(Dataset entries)
□ □ □ □ □

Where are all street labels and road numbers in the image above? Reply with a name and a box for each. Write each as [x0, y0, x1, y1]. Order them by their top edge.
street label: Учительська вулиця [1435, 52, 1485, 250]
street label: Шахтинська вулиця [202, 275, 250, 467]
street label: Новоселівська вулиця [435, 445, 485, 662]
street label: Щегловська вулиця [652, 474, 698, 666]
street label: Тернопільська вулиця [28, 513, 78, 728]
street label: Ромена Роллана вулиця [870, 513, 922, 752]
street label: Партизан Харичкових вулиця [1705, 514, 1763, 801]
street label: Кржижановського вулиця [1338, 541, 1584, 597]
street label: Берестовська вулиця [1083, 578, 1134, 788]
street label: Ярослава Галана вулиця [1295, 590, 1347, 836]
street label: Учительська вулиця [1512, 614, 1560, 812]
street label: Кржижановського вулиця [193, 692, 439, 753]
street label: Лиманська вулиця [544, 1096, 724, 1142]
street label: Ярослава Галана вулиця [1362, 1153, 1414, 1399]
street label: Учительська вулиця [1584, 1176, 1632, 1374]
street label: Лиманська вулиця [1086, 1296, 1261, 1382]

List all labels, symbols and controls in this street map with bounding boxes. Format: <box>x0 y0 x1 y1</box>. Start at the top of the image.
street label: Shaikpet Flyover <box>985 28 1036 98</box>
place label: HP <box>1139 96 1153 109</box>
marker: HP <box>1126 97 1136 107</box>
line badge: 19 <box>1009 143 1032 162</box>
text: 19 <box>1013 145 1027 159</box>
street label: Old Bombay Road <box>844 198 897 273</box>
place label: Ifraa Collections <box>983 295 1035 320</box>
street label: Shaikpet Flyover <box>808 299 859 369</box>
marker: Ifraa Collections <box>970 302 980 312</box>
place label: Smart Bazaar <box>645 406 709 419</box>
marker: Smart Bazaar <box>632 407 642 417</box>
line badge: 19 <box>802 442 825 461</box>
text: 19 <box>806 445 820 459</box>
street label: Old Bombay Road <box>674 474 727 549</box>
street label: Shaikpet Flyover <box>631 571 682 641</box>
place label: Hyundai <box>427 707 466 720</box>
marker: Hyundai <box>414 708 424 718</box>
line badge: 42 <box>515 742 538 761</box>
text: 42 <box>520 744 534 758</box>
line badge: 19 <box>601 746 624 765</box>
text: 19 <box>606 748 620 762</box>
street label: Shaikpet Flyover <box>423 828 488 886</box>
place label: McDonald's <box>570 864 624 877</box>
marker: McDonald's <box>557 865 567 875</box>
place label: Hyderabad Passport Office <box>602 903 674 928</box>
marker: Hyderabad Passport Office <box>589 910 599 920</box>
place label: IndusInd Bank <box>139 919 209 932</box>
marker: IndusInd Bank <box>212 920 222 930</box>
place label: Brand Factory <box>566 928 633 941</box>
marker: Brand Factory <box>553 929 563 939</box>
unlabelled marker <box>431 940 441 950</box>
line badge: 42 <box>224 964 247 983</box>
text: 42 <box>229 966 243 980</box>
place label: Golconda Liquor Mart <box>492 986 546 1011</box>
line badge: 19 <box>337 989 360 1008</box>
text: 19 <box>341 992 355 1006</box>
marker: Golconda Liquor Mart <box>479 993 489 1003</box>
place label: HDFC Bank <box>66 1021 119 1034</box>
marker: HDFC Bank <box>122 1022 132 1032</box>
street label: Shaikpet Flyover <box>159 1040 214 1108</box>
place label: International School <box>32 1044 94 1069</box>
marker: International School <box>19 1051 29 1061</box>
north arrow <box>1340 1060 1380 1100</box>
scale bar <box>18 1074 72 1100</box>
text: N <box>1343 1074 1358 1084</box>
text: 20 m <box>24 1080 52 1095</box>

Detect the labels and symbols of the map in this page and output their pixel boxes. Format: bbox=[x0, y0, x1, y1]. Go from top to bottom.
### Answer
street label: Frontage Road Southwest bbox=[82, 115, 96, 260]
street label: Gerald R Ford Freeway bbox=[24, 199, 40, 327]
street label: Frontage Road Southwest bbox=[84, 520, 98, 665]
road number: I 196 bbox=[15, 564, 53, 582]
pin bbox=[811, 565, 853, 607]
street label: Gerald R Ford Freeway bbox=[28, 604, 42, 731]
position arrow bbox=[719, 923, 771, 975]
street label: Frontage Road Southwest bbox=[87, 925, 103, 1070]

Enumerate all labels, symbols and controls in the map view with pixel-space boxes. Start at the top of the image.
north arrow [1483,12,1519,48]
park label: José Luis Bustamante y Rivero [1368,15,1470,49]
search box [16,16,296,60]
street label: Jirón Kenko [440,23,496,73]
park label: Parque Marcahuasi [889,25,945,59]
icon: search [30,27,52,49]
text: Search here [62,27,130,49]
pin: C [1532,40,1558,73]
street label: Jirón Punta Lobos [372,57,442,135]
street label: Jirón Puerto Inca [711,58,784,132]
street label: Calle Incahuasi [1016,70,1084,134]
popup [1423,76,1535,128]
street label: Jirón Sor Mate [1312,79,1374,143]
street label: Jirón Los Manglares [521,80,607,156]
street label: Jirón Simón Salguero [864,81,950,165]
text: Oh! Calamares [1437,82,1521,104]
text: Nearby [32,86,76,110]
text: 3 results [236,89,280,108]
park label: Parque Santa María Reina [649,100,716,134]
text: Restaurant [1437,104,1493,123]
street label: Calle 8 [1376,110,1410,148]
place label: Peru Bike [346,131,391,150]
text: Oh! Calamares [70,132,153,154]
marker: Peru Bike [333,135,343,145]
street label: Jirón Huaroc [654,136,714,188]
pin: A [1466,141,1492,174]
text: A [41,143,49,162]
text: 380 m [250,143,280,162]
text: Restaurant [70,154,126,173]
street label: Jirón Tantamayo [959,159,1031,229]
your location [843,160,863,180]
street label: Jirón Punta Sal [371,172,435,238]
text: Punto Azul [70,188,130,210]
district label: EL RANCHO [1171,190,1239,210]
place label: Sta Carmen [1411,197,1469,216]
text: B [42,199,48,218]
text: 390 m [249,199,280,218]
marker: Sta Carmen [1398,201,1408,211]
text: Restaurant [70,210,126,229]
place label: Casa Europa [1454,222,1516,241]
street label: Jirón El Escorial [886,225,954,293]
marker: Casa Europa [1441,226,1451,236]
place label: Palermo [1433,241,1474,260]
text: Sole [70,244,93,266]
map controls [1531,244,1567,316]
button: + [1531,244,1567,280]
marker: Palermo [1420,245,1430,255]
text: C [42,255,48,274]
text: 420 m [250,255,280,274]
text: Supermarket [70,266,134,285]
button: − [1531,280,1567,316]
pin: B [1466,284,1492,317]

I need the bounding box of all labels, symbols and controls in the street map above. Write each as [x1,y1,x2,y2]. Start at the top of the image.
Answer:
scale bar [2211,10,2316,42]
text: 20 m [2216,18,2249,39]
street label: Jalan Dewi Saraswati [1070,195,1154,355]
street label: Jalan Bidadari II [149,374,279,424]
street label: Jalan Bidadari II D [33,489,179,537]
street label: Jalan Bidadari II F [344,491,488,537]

□ □ □ □ □

Your assignment » Within the entries above, how many lines contain "School"? Respond with the number only.

Task answer » 2